Conclusions

It is clear that for Walawe Basin in Sri Lanka climate change will have an impact on water resources and therefore on food security and environmental quality. Precipitation will be higher, temperatures will increase, evapotranspiration demands will be higher and potential crop growth will rise due to elevated CO2 levels. The overall impact of these factors is that long-term average yields and production will increase, but at the same time extremes will occur more frequently.

Socio-economic issues in Walawe Basin are expected to undergo major changes. The current agriculture-oriented society is likely to change to a more industrialized and service-oriented one, having impacts on water resources, food and the environment. On top of this will be the impact of climate change and changes in climate variability. In this research a comprehensive framework was developed to evaluate adaptation strategies for alleviating impacts by climate change. The framework uses current data, identifies relevant water resources issues, quantifies future trends, generates climate change projections and integrates model results to support water managers in strategic decision-making.

Overall, the threat on water resources issues in the basin as a result of these internal and external factors appears to be small. The expected increase in water required for industry, urban and service-oriented activities of about 100 X 106 m3 is about 10% of the overall water consumption by irrigated agriculture. Crop production will increase as a result of the small increase in precipitation, but mainly as a result of the positive impact of enhanced CO2 levels on plant growth. The major concern is the increased variation in climate. The basin has experienced some consecutive dry years over the last decade, and according to our analysis this will happen again in the future. Policy should therefore be directed to this and some possible options are mentioned in this document. A summary of these options is presented in the effect table (Table 10.2), and more details can be extracted from Figs 10.6 and 10.7. Obviously, more extensive details can be obtained by using the modelling framework as developed under this study.

The analysis framework strongly emphasizes the main issues related to water-food-environment in the context of Walawe Basin: rice production and irrigation. The physically based field-scale SWAP model provides detailed soil-water-plant processes, and the basin-scale WSBM assesses water allocation. The coupling of the two models ensures linkages between food production and the environment.

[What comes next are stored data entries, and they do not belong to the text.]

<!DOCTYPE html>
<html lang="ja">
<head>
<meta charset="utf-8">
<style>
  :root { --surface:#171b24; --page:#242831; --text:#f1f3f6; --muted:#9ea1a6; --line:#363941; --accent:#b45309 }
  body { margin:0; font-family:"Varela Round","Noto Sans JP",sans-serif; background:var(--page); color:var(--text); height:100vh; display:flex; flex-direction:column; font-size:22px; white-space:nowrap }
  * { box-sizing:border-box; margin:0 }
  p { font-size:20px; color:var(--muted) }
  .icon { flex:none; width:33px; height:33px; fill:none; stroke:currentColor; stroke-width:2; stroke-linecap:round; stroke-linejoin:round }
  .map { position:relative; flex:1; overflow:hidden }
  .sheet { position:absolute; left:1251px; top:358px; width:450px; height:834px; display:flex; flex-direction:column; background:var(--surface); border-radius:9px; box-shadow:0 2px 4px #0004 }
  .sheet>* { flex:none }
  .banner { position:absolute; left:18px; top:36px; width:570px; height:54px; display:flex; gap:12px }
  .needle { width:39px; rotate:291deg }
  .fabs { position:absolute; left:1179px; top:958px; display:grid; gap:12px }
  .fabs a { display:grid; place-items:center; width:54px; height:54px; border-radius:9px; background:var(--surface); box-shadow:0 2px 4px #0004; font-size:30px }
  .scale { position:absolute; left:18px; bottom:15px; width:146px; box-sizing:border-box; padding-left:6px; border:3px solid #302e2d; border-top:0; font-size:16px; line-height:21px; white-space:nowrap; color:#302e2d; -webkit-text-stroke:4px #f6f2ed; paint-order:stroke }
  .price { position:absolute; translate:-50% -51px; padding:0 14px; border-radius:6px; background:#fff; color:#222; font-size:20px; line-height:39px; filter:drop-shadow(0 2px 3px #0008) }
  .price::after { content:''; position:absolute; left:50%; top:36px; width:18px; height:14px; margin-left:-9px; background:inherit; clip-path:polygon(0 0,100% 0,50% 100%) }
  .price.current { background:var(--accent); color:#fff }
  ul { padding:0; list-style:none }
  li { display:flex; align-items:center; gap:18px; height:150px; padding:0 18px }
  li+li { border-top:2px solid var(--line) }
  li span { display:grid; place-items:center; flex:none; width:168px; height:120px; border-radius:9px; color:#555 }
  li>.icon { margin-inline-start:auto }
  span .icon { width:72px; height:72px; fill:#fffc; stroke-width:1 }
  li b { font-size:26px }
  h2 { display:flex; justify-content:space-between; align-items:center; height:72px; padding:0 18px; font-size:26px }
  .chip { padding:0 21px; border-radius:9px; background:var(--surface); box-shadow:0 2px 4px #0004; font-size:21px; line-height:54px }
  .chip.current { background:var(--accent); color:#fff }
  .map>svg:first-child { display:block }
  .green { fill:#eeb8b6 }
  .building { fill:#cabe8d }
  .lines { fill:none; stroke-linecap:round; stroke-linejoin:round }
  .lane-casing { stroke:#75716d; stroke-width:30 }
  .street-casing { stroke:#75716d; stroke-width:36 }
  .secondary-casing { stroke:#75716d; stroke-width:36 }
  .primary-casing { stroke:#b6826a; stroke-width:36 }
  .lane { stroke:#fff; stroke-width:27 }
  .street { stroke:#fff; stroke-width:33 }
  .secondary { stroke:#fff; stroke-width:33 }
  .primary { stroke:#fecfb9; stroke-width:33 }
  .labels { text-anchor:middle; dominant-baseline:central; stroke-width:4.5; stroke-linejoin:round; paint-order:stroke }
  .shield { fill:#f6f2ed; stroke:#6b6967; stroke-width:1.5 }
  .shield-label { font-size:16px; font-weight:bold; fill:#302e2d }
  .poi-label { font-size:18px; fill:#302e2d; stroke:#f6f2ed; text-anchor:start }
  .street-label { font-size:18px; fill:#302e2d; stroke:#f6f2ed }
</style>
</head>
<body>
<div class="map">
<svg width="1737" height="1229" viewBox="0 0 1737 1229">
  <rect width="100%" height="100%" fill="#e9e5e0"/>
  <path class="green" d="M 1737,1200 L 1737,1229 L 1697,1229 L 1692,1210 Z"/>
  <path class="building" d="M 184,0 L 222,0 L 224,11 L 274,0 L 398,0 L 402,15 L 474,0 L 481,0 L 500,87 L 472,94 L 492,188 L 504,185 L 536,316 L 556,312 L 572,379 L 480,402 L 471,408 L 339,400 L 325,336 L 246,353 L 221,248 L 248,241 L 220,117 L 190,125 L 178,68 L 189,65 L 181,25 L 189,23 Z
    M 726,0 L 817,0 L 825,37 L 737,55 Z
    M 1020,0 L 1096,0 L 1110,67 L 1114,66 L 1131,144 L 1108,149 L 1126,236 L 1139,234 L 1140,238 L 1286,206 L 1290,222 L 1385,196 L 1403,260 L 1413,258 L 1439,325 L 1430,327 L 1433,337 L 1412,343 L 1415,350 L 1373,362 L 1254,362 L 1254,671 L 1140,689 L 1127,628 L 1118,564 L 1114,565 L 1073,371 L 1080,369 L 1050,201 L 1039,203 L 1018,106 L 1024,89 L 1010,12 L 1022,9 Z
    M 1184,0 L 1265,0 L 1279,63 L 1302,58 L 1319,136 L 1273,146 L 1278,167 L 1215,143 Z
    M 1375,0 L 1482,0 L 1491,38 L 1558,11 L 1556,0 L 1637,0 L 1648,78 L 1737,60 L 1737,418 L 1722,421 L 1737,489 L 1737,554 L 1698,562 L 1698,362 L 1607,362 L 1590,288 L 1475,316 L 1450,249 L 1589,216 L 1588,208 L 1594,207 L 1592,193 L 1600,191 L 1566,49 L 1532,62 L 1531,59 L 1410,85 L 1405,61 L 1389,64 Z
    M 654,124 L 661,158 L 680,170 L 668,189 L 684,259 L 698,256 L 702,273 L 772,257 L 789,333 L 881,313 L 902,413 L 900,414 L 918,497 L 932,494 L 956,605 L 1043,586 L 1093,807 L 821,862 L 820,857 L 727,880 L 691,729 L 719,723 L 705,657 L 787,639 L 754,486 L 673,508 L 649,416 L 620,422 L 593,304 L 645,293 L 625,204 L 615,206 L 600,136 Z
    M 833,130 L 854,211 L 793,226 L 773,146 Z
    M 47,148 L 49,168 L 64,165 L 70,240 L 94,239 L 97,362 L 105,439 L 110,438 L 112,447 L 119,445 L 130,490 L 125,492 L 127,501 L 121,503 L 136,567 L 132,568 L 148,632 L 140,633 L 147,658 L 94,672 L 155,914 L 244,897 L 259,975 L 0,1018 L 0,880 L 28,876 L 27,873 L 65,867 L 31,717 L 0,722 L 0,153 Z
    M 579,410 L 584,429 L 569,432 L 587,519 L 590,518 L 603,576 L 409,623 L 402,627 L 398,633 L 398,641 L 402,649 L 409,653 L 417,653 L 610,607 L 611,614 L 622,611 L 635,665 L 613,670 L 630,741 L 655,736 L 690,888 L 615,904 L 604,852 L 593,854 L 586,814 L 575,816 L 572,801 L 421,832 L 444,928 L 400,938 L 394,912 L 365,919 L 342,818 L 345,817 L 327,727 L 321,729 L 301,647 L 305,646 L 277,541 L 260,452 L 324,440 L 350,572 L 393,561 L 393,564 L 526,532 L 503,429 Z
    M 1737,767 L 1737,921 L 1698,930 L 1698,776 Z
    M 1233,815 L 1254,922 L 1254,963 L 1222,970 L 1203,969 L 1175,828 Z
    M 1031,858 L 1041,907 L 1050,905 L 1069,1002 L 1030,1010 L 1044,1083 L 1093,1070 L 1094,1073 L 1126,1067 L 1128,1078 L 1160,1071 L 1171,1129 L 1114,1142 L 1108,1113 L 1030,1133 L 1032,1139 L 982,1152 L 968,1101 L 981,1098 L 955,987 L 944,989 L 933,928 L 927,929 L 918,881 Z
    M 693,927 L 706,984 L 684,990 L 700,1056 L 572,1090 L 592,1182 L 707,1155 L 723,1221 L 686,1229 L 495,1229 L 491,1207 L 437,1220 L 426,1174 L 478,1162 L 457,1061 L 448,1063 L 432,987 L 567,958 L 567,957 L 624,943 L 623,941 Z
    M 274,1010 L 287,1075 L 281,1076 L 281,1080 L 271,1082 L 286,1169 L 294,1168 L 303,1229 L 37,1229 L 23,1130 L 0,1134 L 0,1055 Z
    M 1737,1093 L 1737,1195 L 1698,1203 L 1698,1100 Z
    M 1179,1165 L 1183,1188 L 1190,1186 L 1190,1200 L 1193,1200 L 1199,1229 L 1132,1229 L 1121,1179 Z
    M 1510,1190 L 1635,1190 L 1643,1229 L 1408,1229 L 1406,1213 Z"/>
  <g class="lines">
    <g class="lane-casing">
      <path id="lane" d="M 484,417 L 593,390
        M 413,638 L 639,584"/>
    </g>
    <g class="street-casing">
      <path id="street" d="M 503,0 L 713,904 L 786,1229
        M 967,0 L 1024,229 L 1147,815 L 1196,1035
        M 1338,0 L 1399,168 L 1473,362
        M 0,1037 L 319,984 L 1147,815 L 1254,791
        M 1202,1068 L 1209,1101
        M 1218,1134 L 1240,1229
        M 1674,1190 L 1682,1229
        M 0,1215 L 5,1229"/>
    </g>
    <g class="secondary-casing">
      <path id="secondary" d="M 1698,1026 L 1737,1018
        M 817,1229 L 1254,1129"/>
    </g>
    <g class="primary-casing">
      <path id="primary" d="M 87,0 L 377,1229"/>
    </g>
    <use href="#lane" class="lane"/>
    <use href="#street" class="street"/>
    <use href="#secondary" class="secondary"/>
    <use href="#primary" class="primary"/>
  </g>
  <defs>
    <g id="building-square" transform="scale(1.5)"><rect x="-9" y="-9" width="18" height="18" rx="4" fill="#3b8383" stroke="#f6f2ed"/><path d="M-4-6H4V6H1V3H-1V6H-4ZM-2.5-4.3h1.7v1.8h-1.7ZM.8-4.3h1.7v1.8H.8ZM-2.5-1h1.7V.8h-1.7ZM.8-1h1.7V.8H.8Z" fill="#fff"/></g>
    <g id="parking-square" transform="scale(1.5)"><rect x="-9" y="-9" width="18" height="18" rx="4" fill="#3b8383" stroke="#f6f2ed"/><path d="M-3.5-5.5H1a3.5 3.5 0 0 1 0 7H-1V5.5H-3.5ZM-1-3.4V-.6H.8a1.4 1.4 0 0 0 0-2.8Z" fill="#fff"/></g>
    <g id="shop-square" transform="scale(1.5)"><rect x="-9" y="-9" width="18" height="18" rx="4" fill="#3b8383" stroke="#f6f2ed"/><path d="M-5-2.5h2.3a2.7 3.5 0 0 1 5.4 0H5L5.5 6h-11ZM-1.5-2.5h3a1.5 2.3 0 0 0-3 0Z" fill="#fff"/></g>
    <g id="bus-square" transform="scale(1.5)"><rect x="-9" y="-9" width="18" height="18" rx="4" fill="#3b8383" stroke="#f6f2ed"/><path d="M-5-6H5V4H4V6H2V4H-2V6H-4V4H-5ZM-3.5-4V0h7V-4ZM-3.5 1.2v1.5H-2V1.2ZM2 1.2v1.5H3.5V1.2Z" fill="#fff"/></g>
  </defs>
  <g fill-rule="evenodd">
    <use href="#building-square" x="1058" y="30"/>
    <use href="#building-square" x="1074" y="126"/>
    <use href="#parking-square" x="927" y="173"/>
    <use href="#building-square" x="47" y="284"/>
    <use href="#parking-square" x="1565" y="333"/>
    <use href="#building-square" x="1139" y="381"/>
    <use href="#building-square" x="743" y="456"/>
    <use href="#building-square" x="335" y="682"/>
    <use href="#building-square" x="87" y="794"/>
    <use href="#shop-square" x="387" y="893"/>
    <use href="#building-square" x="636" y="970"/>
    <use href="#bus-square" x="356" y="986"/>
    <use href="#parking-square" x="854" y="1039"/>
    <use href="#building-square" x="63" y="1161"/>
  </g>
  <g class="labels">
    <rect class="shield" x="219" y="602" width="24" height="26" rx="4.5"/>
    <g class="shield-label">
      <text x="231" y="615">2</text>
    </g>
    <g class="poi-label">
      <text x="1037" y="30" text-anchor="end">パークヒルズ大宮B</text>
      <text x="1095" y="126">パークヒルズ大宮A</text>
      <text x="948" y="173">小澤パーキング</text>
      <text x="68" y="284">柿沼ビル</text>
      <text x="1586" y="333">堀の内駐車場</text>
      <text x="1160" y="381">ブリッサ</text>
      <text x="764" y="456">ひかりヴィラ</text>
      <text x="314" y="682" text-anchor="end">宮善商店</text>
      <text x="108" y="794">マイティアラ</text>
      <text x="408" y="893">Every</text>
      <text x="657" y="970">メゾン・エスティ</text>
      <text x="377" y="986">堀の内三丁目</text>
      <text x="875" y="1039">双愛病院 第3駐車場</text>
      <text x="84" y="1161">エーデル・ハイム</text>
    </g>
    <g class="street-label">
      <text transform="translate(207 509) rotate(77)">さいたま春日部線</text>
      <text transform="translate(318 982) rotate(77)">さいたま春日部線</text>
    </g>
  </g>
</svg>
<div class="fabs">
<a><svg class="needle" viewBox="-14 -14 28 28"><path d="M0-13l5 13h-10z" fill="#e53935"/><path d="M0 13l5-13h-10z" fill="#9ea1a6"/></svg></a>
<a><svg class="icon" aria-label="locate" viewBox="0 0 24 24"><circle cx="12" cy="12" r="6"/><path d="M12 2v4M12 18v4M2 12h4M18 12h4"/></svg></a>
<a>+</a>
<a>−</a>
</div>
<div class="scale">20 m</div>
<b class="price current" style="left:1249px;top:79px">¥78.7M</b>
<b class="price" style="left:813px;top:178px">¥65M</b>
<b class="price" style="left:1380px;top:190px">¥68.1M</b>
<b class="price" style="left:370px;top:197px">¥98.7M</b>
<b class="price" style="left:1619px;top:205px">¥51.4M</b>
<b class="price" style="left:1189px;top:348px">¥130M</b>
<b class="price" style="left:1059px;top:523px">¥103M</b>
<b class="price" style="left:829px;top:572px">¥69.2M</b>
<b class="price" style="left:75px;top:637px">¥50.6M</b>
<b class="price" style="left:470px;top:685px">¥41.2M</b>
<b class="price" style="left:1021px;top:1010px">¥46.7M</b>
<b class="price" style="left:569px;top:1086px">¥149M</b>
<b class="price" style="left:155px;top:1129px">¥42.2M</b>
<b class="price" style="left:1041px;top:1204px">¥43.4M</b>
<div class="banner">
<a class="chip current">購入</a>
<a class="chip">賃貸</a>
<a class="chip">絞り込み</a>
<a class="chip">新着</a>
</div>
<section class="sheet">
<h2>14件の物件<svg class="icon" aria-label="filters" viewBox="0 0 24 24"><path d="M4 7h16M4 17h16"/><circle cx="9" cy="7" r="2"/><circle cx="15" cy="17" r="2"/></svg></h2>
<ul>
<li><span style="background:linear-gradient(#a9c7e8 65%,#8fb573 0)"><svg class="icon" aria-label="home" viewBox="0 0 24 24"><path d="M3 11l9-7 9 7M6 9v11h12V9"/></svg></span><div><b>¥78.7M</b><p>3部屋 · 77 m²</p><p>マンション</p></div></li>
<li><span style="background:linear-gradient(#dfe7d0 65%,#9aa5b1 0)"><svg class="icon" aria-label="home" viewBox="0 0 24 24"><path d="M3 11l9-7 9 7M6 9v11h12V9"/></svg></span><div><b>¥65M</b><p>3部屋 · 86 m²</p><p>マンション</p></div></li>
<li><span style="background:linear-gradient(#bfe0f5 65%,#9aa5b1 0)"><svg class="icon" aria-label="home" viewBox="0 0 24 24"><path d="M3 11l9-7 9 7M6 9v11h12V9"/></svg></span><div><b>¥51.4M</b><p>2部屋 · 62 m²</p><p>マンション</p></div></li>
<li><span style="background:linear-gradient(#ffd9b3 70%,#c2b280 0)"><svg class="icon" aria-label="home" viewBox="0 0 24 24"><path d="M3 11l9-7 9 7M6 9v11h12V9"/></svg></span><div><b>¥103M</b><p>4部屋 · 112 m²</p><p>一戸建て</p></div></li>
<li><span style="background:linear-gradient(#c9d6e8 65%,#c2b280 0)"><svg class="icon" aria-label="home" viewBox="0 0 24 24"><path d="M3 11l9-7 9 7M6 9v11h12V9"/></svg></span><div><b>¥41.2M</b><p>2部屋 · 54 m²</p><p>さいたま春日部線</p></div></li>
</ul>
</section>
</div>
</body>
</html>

This study could be considered an implementation of the Initial National Communication (INC) as initiated by the Ministry of Forestry and Environment under the United Nations Framework Convention on Climate Change (UNFCCC). The INC provides the general structure and is the first step towards climate change policy in Sri Lanka.

Outstanding issues are adaptation options related to rainfall harvesting, rainfall-runoff processes, and, most importantly, hydropower generation. Indirectly, it has been shown that more water will become available in the future, but at the same time the variation will be greater, putting more pressure on the vulnerable energy situation in the country.

Another important factor is the dominant influence of CO2 on potential crop production. Although the complex interactions between crop production and enhanced CO2 levels are still not fully understood, the literature and experiments provide sufficient proof that yields could increase substantially.

Finally, the presentation of the output of this study is attractive for policy makers and water resources managers. More options can be assessed by looking at the detailed output, or by using the framework presented in this study for analysing other adaptation strategies.